> [Instructions to follow]: From the entries, copy out every line in which the word "label" is found.

(Extracted data entries)
◇ ◇ ◇ ◇

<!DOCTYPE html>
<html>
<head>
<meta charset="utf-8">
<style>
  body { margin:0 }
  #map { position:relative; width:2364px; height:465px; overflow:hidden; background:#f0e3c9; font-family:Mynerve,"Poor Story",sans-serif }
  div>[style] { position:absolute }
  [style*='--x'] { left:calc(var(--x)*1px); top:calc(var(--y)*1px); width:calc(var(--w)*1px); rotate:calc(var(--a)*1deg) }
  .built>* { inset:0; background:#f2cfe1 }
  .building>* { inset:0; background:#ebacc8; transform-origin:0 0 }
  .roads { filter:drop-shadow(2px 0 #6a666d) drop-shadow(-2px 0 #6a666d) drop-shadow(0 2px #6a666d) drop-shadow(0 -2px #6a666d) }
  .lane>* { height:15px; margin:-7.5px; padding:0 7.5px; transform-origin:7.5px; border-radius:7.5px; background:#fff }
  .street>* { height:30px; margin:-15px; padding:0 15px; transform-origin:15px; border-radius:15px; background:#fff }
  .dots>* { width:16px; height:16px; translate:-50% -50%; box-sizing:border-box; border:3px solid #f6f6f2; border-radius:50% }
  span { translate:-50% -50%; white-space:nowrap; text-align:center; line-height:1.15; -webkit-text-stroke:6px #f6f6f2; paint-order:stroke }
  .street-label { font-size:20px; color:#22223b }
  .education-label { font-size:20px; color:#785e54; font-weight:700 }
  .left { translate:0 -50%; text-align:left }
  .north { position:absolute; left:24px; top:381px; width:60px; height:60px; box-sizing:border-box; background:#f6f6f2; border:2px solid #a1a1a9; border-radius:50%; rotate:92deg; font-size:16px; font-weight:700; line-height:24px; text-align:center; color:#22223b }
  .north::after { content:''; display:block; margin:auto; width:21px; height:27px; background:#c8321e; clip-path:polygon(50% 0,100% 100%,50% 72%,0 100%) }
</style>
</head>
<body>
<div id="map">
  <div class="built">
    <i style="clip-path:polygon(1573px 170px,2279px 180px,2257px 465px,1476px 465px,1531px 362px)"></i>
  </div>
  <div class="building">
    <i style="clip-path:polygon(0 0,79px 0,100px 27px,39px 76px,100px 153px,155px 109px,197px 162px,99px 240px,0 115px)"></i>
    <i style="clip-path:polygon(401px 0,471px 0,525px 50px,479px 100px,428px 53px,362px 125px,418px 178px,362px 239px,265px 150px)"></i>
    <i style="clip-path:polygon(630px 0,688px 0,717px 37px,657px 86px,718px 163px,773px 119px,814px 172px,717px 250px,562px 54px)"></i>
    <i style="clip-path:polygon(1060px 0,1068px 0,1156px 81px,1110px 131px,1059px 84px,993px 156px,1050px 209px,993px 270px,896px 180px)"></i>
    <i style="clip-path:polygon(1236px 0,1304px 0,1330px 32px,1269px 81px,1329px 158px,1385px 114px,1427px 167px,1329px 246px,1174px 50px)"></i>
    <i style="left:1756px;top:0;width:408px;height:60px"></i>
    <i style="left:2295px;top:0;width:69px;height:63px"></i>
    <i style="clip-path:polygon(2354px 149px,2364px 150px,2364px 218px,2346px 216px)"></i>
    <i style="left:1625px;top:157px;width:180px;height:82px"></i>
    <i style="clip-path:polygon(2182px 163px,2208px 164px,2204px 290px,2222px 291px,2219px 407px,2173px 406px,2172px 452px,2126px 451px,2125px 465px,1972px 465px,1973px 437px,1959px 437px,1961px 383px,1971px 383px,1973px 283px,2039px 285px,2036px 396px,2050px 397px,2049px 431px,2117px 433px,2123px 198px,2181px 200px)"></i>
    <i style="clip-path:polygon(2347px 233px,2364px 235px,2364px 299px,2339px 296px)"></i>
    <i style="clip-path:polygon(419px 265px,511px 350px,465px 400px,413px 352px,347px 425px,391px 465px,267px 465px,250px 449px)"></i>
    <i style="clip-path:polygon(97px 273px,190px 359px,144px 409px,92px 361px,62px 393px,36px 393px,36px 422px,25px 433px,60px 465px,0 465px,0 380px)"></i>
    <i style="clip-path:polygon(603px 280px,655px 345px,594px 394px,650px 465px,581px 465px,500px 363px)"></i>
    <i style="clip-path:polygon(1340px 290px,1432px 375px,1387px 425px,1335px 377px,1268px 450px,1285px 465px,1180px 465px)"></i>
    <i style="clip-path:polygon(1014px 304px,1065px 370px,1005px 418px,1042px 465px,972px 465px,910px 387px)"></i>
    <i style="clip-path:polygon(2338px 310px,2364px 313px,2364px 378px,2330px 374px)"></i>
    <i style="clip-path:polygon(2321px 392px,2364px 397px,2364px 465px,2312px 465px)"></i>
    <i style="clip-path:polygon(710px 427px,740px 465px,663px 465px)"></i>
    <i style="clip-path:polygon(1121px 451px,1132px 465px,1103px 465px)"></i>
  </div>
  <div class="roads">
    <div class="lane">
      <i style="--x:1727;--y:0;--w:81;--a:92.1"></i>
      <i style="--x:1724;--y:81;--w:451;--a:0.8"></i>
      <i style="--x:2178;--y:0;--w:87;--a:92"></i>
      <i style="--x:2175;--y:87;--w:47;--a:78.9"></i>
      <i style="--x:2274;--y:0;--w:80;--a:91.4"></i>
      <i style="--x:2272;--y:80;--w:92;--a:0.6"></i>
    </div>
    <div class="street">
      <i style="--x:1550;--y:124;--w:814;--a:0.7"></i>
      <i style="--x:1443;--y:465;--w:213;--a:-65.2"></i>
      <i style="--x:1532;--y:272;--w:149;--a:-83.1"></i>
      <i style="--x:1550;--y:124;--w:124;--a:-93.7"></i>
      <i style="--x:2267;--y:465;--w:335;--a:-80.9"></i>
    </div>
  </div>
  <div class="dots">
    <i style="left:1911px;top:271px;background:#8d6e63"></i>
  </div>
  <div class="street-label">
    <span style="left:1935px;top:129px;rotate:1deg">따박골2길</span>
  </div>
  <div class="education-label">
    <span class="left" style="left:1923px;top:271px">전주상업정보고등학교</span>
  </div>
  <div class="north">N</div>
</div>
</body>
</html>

◇ ◇ ◇ ◇

> [Task output]:
  .street-label { font-size:20px; color:#22223b }
  .education-label { font-size:20px; color:#785e54; font-weight:700 }
  <div class="street-label">
  <div class="education-label">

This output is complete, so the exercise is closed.